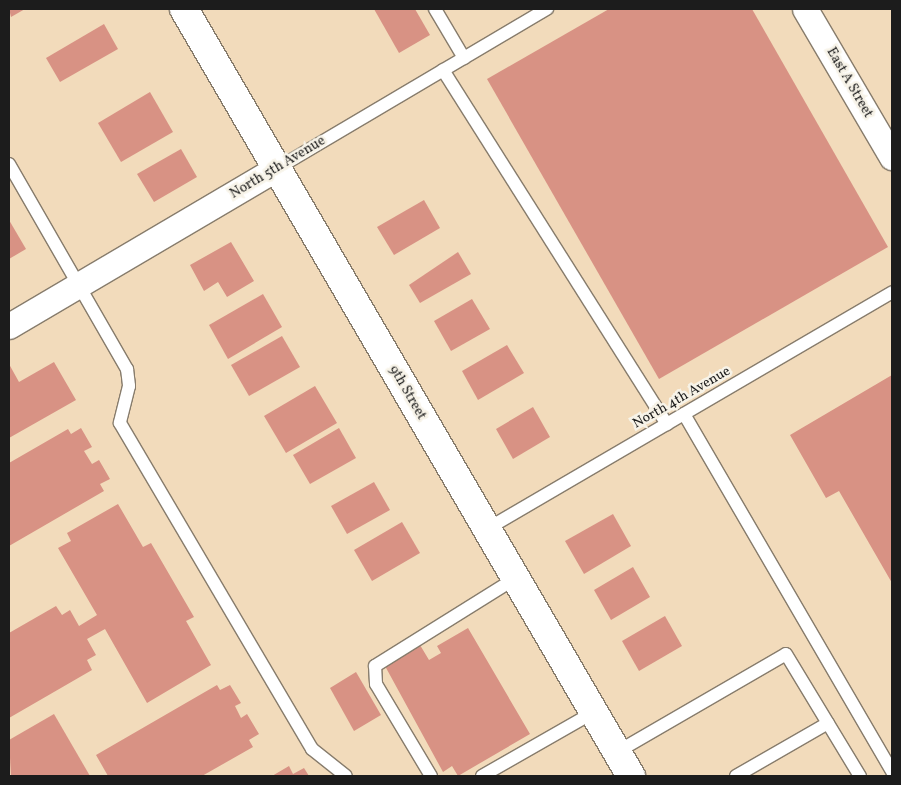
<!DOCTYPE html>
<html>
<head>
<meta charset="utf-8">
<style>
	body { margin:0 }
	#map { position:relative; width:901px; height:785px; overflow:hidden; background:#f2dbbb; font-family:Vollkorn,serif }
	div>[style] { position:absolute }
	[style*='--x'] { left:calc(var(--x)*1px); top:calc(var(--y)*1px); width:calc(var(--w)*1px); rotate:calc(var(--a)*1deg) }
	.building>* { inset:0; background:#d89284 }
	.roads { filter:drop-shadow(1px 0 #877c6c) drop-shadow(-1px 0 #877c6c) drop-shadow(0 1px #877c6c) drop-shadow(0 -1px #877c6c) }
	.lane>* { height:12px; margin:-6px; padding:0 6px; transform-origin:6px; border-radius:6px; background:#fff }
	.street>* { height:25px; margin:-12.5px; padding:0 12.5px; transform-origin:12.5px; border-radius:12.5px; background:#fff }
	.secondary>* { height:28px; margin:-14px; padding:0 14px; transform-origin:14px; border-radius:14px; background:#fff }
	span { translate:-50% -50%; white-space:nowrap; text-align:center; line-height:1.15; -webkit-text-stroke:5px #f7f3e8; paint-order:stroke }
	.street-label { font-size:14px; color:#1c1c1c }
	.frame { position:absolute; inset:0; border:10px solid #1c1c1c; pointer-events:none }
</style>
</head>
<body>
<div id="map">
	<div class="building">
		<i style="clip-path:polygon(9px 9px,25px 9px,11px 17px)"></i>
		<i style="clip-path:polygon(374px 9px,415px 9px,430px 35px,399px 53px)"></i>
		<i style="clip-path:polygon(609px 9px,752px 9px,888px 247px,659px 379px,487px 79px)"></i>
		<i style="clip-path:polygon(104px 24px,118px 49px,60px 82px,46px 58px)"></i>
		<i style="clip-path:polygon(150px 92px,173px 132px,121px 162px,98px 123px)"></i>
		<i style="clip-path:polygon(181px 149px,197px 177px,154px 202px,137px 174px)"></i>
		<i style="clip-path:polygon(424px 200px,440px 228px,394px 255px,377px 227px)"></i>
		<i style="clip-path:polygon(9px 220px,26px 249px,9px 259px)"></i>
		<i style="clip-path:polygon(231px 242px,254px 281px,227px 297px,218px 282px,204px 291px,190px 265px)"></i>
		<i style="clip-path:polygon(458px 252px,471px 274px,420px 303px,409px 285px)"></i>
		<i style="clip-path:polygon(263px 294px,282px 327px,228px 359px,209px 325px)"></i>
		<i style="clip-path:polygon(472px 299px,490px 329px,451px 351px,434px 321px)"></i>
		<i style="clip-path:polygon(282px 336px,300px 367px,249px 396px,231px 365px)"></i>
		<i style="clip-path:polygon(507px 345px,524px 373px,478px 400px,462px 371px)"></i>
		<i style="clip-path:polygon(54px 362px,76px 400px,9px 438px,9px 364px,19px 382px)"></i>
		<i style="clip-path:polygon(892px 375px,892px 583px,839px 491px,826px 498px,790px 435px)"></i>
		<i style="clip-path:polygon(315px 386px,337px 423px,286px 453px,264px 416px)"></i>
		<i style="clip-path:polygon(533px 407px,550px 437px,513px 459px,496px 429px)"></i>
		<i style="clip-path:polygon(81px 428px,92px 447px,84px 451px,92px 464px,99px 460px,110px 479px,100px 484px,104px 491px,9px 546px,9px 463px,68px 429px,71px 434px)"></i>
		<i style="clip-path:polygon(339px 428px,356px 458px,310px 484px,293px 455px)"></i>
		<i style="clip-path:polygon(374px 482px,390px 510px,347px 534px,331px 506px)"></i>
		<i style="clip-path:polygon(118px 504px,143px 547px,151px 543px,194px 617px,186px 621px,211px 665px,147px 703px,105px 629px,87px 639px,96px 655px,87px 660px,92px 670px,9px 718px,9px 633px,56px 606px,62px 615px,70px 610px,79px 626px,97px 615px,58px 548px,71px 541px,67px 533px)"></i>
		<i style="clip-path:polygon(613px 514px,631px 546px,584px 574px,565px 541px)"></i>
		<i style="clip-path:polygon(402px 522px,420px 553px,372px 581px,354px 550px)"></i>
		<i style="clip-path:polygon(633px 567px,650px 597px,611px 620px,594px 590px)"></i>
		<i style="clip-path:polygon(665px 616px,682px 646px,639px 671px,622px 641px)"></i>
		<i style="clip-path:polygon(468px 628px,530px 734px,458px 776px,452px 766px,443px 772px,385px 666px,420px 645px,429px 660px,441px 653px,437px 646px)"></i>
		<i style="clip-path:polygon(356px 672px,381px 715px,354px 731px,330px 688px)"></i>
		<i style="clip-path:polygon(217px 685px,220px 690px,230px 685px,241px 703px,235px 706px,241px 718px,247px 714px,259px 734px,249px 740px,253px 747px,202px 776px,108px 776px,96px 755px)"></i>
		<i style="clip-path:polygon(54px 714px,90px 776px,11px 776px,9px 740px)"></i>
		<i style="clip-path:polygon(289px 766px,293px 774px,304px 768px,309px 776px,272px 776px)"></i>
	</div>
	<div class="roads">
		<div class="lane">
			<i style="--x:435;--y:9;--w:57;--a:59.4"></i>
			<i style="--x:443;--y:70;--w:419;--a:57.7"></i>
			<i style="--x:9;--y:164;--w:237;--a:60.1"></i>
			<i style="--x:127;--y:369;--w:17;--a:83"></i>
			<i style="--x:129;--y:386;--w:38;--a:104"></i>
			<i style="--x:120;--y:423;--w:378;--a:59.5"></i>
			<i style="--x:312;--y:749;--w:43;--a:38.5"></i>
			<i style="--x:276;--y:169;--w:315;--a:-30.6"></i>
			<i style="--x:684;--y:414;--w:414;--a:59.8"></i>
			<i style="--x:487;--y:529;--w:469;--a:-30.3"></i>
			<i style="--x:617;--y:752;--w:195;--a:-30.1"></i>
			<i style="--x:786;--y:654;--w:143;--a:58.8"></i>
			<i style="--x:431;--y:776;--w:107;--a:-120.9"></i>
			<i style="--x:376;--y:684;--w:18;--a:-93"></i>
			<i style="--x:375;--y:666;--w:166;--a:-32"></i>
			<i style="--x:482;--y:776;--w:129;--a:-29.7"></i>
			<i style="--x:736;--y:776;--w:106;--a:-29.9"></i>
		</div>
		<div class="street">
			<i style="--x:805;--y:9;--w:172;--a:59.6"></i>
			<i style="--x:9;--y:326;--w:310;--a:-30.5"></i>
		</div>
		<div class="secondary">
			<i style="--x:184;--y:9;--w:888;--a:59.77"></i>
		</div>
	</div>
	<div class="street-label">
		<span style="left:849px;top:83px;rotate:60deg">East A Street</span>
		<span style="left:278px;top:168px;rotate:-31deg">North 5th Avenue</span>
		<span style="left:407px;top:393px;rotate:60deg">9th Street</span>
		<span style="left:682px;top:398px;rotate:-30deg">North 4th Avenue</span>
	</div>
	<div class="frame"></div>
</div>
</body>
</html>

----------------

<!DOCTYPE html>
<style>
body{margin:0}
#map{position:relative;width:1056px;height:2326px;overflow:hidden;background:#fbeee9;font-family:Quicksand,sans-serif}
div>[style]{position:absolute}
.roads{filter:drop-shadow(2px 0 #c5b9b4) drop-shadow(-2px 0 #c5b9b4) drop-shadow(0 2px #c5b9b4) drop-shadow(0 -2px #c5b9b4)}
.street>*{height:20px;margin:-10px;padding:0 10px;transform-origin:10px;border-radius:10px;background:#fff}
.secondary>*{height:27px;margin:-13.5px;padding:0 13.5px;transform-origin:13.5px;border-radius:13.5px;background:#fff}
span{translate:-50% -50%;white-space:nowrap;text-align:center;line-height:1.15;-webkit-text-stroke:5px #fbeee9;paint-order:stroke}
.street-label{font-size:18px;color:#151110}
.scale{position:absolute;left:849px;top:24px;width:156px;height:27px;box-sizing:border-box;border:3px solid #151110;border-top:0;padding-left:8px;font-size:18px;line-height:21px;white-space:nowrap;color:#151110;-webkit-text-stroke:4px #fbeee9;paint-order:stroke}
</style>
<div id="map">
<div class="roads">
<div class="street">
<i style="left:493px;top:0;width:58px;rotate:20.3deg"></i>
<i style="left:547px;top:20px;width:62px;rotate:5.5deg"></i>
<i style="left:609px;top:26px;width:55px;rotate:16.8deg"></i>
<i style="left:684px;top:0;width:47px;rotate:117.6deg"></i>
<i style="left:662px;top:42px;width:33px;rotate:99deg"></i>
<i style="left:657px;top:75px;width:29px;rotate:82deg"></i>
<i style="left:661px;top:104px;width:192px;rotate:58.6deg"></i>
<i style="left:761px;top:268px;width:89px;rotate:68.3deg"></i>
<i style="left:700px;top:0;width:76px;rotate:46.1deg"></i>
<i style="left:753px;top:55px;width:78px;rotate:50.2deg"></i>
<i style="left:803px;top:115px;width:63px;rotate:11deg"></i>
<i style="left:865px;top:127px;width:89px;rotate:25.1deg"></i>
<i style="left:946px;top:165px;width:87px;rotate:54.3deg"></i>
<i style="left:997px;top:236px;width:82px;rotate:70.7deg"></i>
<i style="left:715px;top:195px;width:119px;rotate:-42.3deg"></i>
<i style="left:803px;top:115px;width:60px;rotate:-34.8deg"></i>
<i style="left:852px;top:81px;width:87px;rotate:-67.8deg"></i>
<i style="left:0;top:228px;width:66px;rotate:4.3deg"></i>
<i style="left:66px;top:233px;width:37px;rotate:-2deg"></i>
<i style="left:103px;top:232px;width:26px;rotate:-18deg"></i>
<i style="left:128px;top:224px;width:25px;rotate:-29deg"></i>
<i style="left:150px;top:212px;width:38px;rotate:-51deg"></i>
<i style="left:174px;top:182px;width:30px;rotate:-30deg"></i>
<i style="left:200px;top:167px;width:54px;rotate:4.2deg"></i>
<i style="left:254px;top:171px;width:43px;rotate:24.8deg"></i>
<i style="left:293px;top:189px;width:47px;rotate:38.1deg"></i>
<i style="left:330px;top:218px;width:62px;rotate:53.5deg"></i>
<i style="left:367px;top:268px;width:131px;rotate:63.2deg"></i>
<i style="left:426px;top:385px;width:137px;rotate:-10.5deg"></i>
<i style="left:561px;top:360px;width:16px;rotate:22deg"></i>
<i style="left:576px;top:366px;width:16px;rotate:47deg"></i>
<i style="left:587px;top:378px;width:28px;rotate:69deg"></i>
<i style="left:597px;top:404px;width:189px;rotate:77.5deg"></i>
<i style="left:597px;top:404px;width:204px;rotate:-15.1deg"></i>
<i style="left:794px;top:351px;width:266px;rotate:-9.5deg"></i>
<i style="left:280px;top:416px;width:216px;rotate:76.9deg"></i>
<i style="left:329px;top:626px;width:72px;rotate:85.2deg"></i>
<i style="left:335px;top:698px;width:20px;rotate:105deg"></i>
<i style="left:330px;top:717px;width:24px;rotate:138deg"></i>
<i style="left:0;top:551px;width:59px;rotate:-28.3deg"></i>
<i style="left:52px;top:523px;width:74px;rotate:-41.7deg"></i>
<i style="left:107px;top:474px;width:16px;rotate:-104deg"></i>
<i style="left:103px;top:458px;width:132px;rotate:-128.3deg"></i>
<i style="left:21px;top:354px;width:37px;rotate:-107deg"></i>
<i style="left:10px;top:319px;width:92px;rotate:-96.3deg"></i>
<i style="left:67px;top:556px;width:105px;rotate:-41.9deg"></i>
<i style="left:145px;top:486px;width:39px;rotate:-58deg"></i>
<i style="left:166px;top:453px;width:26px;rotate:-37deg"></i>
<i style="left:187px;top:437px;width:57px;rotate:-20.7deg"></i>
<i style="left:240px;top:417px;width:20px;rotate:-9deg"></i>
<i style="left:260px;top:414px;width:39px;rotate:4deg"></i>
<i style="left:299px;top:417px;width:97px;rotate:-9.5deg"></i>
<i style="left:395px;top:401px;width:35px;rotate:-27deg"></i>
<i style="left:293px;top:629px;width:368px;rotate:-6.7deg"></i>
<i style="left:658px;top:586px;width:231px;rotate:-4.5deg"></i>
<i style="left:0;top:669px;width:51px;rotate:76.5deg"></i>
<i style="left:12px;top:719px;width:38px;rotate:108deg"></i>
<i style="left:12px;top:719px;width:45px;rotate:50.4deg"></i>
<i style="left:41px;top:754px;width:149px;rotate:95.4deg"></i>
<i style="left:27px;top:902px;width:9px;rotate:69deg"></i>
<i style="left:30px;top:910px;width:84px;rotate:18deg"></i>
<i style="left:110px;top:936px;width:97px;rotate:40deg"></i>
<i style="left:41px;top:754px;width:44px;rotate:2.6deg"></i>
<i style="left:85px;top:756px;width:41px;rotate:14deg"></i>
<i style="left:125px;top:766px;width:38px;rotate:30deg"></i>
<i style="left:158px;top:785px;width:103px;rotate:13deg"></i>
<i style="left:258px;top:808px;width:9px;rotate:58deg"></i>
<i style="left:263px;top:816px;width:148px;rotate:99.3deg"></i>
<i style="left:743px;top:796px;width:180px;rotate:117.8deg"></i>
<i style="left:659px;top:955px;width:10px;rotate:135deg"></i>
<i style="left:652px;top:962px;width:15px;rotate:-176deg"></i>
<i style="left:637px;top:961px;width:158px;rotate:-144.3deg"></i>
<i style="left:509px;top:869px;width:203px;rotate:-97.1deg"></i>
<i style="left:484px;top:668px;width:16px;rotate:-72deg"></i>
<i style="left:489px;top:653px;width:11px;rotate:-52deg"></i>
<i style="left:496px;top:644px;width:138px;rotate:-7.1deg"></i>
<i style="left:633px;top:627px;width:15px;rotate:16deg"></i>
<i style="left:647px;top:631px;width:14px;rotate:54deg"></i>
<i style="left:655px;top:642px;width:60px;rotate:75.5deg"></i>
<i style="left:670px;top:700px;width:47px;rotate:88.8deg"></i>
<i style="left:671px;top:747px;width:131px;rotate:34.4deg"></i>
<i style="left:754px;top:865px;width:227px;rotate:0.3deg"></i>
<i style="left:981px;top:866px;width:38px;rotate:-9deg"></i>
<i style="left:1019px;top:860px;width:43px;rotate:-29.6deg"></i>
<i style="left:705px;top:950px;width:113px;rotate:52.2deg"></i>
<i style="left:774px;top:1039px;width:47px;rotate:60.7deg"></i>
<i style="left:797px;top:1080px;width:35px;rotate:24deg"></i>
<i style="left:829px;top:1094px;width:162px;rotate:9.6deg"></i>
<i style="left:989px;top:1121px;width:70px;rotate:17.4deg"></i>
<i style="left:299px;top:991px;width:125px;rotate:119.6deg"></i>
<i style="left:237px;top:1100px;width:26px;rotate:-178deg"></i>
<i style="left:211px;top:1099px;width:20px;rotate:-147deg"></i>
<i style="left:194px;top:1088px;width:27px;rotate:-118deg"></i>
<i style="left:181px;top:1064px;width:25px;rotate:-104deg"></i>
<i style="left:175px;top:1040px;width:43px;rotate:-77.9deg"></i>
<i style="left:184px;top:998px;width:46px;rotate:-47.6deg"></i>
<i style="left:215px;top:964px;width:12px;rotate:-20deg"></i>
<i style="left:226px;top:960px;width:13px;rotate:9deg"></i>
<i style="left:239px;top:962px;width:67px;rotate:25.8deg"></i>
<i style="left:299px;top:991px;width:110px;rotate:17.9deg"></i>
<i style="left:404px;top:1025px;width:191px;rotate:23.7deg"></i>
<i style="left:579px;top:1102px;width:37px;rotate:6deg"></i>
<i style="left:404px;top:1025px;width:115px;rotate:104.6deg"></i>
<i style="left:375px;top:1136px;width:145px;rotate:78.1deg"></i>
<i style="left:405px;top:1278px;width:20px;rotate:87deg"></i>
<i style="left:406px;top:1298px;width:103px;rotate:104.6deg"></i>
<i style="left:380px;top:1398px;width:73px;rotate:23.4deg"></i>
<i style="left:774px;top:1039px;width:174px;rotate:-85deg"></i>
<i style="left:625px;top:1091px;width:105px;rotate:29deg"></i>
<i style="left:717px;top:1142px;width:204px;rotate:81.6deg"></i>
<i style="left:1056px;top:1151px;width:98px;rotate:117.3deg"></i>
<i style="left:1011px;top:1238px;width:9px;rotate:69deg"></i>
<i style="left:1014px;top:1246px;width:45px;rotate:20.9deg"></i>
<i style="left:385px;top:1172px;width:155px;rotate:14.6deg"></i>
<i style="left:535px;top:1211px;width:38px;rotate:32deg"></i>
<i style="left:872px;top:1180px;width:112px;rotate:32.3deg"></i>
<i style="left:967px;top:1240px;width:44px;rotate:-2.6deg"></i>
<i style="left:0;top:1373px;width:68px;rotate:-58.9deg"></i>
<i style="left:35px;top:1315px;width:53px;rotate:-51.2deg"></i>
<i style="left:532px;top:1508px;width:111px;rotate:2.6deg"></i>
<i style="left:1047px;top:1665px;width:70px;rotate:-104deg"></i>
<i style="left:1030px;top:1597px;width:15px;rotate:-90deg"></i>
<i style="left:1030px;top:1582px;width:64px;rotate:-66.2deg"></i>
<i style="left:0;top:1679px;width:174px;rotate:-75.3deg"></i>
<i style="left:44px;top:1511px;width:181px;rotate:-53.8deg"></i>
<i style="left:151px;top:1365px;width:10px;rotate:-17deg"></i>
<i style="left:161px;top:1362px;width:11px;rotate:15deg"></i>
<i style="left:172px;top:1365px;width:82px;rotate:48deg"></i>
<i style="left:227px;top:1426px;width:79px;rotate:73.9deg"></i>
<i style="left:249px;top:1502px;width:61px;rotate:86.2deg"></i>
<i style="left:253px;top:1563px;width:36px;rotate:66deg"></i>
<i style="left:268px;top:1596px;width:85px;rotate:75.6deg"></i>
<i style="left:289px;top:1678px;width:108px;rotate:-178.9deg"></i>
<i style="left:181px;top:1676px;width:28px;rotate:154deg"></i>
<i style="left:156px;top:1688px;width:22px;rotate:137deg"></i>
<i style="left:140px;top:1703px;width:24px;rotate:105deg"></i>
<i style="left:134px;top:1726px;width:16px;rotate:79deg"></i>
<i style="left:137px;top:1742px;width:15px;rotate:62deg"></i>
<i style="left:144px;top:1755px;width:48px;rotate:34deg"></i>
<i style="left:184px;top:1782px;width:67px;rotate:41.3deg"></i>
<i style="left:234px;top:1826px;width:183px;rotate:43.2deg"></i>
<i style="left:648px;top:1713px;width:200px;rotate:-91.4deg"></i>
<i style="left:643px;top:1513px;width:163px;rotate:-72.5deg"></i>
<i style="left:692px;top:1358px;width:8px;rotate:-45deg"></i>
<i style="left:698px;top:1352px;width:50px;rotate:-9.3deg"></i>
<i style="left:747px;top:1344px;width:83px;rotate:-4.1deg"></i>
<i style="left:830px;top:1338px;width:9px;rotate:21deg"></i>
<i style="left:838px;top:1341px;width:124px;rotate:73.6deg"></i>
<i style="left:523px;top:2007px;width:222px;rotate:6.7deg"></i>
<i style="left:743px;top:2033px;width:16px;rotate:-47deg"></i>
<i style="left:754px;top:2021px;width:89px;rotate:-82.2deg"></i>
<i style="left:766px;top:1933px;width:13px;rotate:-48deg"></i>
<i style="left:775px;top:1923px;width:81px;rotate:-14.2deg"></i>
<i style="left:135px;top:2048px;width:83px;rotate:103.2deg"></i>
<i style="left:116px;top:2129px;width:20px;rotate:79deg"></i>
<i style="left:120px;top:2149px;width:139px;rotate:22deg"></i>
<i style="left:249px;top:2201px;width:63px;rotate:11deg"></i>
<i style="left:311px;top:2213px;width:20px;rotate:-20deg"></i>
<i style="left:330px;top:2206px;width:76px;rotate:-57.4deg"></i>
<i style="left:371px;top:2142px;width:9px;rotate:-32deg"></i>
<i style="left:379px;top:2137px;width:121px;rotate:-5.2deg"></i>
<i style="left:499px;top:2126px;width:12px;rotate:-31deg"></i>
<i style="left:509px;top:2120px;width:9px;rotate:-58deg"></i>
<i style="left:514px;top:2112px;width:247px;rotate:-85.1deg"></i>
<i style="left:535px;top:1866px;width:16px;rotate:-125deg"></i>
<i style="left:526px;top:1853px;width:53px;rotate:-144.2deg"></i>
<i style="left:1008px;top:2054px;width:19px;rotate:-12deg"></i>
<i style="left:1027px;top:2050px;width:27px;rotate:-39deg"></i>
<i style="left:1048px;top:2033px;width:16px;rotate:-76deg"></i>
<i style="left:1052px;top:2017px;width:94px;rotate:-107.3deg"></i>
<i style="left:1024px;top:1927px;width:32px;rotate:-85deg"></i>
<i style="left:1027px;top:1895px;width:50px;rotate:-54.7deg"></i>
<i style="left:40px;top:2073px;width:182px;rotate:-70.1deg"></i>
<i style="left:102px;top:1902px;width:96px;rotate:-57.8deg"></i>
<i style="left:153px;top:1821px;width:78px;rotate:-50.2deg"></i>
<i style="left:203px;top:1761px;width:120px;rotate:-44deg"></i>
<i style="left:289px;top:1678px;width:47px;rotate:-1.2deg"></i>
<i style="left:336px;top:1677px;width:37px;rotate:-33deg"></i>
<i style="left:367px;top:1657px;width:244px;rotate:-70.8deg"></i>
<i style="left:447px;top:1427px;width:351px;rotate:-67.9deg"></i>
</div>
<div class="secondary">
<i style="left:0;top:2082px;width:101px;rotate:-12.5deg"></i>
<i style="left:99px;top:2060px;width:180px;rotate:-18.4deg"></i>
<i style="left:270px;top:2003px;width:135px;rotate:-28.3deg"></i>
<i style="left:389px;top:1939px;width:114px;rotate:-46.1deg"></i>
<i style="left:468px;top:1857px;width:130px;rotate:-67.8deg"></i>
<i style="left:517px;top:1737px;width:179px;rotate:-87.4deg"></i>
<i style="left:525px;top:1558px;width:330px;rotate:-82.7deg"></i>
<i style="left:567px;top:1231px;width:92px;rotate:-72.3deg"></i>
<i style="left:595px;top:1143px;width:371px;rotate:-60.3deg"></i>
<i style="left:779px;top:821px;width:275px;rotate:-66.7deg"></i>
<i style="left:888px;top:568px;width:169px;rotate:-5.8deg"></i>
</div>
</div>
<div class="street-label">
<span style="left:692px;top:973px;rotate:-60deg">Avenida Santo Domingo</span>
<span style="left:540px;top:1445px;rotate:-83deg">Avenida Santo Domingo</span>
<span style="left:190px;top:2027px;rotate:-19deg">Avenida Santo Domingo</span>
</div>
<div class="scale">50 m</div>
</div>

----------------

→ Directions for this task
Using the data above, show each line where "relative" occurs.

→ Solution to this problem
	#map { position:relative; width:901px; height:785px; overflow:hidden; background:#f2dbbb; font-family:Vollkorn,serif }
#map{position:relative;width:1056px;height:2326px;overflow:hidden;background:#fbeee9;font-family:Quicksand,sans-serif}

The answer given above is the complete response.